BILLINGS, Mont. (AP) - Energy companies behind the oil boom on the Northern Plains are increasingly turning to an industrial-age workhorse - the locomotive - to move their crude to refineries across the U.S., as plans for new pipelines stall and existing lines can't keep up with demand.
Delivering oil thousands of miles by rail from the heartland to refineries on the East, West and Gulf coasts costs more, but it can mean increased profits - up to $10 or more a barrel - because of higher oil prices on the coasts. That works out to about $700,000 per train.
The parade of mile-long trains carrying hazardous material out of North Dakota and Montana and across the country has experts and federal regulators concerned. Rail transport is less safe than pipelines, they say, and the proliferation of oil trains raises the risk of a major derailment and spill.

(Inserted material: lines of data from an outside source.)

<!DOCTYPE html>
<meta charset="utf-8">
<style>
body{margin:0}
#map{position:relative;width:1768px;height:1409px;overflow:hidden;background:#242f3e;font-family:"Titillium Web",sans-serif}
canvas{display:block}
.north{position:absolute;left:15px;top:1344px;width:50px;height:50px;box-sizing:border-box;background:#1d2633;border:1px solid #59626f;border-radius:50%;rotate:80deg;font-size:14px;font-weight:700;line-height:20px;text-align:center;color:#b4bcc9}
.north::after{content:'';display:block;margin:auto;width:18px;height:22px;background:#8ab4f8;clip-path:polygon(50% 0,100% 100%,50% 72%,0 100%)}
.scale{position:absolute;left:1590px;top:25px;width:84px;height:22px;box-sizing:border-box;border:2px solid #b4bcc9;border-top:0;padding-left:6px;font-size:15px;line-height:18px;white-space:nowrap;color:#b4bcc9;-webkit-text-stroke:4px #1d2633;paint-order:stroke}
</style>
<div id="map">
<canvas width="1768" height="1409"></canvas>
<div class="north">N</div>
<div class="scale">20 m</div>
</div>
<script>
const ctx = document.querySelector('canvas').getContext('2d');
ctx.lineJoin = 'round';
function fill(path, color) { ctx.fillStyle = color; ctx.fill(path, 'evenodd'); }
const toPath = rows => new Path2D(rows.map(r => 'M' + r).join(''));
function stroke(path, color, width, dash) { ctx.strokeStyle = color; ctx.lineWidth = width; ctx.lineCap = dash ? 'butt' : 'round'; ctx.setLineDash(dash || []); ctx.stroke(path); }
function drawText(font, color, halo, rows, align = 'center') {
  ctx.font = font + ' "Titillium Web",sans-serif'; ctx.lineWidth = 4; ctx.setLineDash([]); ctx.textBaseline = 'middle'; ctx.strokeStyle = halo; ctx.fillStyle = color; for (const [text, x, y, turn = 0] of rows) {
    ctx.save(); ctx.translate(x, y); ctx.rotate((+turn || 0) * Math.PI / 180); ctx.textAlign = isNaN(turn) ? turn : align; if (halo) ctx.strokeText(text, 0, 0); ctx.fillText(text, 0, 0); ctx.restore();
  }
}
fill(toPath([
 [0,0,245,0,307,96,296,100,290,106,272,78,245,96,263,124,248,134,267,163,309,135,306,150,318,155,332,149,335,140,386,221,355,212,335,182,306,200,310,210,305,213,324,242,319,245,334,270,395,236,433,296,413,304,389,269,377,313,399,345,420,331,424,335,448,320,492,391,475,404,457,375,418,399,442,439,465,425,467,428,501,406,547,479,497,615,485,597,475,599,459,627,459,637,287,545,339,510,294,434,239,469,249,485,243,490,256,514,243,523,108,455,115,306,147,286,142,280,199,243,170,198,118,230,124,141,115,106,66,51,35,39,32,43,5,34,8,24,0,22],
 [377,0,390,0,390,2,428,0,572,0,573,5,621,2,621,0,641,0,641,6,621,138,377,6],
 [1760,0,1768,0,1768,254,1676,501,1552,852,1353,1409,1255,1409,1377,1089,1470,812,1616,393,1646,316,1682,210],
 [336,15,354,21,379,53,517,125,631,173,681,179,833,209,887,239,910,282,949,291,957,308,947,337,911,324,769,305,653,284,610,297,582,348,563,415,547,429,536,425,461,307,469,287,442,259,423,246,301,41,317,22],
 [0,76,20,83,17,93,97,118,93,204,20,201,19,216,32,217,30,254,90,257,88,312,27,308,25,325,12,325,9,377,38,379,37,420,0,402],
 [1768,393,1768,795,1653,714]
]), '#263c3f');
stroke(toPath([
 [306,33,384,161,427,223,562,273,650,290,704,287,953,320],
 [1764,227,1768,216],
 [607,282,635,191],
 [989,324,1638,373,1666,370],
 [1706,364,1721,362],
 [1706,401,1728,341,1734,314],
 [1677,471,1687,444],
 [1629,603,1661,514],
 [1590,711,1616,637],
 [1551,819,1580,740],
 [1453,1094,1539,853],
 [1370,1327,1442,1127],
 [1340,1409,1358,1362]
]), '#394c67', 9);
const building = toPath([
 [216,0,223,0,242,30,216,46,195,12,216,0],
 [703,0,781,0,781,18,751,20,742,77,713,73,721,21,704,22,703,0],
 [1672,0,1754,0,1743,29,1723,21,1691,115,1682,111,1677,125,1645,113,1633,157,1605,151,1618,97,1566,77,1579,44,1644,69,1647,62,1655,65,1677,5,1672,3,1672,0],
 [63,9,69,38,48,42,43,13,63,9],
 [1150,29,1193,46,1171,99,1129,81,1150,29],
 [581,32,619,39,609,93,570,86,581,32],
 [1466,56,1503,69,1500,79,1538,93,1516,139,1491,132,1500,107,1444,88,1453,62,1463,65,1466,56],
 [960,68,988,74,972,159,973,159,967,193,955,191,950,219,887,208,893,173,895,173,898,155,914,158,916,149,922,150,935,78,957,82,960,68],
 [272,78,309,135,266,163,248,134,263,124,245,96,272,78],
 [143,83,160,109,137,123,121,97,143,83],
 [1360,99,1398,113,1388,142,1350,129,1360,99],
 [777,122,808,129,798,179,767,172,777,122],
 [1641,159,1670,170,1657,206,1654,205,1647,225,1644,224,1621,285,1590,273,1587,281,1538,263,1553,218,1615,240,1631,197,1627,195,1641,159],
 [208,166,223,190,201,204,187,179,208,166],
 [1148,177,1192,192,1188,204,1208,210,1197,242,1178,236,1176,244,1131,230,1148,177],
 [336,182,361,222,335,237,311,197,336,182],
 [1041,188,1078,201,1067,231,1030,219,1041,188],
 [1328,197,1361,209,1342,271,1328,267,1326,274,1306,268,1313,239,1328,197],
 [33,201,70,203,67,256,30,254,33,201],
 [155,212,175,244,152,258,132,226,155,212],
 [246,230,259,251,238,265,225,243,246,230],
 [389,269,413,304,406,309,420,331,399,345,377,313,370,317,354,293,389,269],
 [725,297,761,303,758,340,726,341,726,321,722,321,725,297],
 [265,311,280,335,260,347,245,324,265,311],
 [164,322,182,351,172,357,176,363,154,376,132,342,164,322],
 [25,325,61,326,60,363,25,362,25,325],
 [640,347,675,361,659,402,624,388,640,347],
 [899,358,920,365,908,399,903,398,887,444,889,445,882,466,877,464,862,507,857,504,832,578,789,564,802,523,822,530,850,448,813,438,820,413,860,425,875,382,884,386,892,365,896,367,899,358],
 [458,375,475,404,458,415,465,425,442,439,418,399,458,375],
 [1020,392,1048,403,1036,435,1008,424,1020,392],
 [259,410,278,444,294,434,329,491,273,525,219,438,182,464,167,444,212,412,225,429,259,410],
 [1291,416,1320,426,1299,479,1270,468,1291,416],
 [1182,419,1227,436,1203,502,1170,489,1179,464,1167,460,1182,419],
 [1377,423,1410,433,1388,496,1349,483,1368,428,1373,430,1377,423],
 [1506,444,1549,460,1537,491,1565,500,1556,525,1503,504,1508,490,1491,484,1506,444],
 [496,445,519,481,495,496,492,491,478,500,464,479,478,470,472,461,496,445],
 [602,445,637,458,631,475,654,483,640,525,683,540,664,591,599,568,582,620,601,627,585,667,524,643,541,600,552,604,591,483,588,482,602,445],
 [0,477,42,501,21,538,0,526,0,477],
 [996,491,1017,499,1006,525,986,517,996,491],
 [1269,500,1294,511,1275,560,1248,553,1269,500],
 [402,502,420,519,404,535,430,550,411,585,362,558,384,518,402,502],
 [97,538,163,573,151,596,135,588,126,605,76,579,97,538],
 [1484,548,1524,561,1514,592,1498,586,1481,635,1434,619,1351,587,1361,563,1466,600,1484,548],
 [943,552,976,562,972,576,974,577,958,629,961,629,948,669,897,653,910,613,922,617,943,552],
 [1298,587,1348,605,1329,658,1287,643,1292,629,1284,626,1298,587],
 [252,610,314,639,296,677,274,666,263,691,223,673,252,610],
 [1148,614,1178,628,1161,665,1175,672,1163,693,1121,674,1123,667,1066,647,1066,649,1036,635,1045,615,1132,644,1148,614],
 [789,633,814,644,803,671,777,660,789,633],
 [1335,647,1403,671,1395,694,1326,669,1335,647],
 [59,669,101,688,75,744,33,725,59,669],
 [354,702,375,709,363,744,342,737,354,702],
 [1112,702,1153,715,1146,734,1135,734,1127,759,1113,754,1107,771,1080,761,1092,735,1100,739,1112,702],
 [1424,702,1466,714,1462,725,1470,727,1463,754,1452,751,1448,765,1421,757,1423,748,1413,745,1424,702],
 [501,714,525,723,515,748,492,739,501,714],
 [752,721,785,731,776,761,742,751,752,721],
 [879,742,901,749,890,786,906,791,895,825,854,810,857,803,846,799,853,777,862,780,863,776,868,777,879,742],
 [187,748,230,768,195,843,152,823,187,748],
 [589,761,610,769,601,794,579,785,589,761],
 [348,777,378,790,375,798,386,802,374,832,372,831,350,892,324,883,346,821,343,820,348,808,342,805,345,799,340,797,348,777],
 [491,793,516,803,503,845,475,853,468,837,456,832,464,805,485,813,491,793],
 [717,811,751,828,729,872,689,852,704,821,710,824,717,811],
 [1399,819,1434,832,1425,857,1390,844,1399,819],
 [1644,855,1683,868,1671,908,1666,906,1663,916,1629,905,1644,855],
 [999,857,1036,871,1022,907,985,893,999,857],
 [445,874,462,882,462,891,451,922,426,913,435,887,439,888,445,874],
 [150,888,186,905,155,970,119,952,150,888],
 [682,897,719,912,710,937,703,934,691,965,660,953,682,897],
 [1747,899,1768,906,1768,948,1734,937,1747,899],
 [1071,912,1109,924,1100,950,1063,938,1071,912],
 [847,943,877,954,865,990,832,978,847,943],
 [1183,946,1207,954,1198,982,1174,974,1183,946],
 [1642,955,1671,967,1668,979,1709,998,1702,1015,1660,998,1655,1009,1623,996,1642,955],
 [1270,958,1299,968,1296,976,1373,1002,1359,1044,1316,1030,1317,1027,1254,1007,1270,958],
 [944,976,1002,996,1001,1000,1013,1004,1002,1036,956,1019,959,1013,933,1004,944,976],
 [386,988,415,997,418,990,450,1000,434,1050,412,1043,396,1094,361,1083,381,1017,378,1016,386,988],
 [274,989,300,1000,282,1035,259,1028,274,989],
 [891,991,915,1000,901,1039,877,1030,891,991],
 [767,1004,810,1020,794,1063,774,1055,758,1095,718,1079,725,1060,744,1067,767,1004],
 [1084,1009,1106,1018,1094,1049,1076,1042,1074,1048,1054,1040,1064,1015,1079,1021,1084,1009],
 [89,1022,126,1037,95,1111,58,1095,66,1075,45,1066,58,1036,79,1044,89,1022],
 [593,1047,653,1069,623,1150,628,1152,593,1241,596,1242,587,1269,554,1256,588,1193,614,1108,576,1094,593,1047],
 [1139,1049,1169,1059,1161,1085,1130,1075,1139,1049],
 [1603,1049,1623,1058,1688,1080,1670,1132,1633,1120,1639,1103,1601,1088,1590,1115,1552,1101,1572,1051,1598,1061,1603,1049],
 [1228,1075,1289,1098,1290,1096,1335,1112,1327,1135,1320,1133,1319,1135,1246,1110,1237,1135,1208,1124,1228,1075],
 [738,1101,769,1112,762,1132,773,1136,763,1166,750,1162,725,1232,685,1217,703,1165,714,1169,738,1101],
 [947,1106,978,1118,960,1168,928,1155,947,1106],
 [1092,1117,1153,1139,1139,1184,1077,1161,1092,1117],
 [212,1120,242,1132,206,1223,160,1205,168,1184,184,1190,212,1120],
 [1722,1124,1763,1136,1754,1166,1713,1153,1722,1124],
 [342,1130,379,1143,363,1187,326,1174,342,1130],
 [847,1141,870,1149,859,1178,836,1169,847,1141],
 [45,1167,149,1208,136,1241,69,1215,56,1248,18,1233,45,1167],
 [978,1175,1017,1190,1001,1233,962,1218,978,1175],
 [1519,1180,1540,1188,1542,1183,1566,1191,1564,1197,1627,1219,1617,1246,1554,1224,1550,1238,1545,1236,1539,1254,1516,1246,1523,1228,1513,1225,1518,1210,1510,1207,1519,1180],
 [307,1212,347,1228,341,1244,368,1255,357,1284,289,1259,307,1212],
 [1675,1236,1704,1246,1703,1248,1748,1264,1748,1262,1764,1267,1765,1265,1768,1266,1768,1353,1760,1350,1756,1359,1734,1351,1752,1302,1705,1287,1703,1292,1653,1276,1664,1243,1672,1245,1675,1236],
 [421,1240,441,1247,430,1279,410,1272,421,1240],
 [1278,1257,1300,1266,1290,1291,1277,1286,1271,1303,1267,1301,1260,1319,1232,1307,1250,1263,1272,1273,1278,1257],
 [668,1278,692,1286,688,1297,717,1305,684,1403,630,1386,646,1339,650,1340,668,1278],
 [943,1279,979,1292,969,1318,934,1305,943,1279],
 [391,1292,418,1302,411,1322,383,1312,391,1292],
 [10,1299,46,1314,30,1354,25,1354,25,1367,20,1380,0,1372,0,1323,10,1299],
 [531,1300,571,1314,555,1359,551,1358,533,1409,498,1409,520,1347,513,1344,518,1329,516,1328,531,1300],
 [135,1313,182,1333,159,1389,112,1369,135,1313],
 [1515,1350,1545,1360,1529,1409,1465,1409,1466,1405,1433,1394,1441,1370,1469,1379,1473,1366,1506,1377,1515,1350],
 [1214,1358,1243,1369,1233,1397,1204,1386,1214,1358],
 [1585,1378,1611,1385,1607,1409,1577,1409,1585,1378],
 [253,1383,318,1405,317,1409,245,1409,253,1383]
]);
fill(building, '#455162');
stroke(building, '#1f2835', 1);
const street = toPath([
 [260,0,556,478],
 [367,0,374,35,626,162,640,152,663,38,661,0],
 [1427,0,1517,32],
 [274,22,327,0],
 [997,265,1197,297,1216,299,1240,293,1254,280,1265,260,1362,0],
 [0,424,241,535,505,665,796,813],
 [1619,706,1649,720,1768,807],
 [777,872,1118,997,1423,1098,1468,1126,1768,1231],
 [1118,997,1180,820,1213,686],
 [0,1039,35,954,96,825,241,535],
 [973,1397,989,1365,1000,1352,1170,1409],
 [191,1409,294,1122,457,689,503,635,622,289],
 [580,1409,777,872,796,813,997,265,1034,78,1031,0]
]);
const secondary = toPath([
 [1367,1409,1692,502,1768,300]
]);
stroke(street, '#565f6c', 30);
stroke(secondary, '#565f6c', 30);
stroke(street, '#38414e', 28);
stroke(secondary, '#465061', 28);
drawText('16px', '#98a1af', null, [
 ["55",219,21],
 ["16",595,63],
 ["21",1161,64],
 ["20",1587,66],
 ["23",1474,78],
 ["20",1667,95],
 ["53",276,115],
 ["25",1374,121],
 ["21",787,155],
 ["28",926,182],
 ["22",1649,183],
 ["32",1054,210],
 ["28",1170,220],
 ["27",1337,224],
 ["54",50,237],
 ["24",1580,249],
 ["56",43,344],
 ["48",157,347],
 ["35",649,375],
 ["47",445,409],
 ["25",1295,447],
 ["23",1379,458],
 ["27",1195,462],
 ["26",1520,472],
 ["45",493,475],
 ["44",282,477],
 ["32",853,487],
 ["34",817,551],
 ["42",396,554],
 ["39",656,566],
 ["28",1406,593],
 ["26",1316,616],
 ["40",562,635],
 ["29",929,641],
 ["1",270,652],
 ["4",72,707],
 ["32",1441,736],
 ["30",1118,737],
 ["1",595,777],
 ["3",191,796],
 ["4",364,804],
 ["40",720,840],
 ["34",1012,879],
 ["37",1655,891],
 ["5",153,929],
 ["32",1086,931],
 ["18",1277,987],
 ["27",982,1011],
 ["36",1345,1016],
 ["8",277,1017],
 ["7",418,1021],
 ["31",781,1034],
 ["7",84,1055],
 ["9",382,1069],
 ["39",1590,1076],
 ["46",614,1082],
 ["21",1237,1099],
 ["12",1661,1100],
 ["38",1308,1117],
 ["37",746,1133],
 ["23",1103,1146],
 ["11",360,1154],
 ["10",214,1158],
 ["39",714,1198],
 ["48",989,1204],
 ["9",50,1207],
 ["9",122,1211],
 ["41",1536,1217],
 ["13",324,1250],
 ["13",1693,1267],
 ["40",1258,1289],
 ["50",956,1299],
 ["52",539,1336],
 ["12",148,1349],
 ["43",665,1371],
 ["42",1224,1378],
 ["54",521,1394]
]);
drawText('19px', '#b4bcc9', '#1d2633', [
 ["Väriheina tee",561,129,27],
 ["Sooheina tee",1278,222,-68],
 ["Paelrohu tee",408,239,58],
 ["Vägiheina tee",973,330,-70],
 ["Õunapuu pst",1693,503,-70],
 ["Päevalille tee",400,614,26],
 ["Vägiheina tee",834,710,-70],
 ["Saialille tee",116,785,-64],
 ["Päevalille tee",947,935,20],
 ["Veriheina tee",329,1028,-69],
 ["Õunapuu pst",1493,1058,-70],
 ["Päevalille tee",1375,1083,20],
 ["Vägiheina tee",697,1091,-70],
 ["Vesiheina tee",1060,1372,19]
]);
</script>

The environmental fears carry an ironic twist: Oil trains are gaining popularity in part because of a shortage of pipeline capacity - a problem that has been worsened by environmental opposition to such projects as TransCanada's stalled Keystone XL pipeline. That project would carry Bakken and Canadian crude to the Gulf of Mexico.
Comment: There is no free lunch. Every action has a consequence. The Keystone Pipeline should have been approved, and the failrue to approve it has only made environmental risks more severe.